### RECORDS PROVIDED
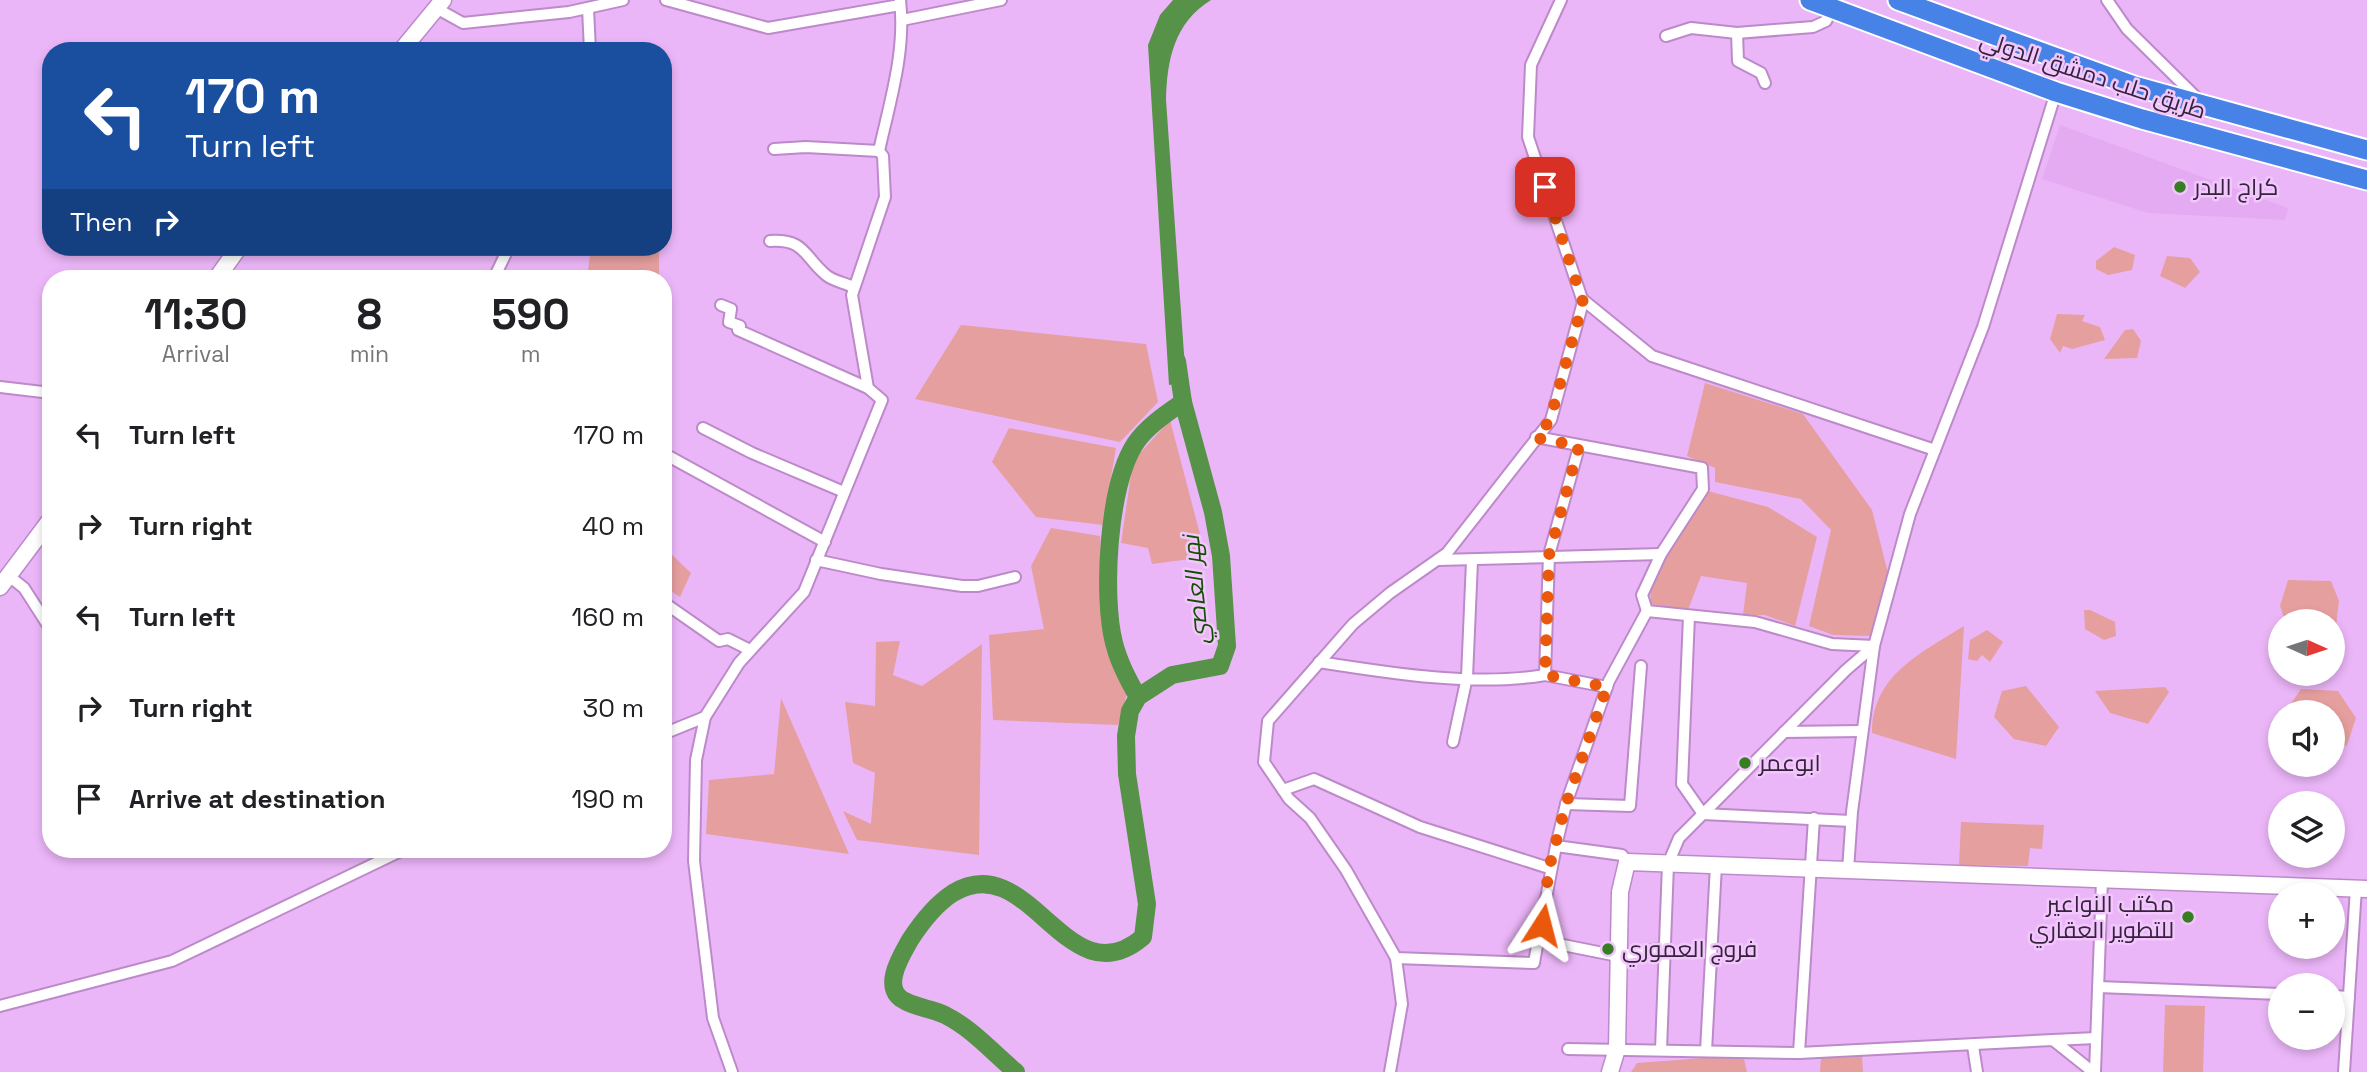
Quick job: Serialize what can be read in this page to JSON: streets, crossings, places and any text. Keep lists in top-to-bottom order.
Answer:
{
  "streets": {
    "highway": ["طريق حلب دمشق الدولي"]
  },
  "water": ["نهر العاصي"],
  "places": [
    "كراج البدر",
    "ابوعمر",
    "مكتب النواعير للتطوير العقاري",
    "فروج العموري"
  ],
  "north": "right",
  "page": {
    "turn": ["170 m", "Turn left"],
    "then": "Then",
    "eta": [
      "11:30",
      "Arrival",
      "8",
      "min",
      "590",
      "m"
    ],
    "list": [
      {
        "name": "Turn left",
        "value": "170 m"
      },
      {
        "name": "Turn right",
        "value": "40 m"
      },
      {
        "name": "Turn left",
        "value": "160 m"
      },
      {
        "name": "Turn right",
        "value": "30 m"
      },
      {
        "name": "Arrive at destination",
        "value": "190 m"
      }
    ],
    "map_buttons": ["+", "−"]
  }
}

### ACTIVITY
For every line above, produce an exact transcription that omits the images.

### RESPONSE FOR THIS EXERCISE
Quick job: Serialize what can be read in this page to JSON: streets, crossings, places and any text. Keep lists in top-to-bottom order.
Answer:
{
  "streets": {
    "highway": ["طريق حلب دمشق الدولي"]
  },
  "water": ["نهر العاصي"],
  "places": [
    "كراج البدر",
    "ابوعمر",
    "مكتب النواعير للتطوير العقاري",
    "فروج العموري"
  ],
  "north": "right",
  "page": {
    "turn": ["170 m", "Turn left"],
    "then": "Then",
    "eta": [
      "11:30",
      "Arrival",
      "8",
      "min",
      "590",
      "m"
    ],
    "list": [
      {
        "name": "Turn left",
        "value": "170 m"
      },
      {
        "name": "Turn right",
        "value": "40 m"
      },
      {
        "name": "Turn left",
        "value": "160 m"
      },
      {
        "name": "Turn right",
        "value": "30 m"
      },
      {
        "name": "Arrive at destination",
        "value": "190 m"
      }
    ],
    "map_buttons": ["+", "−"]
  }
}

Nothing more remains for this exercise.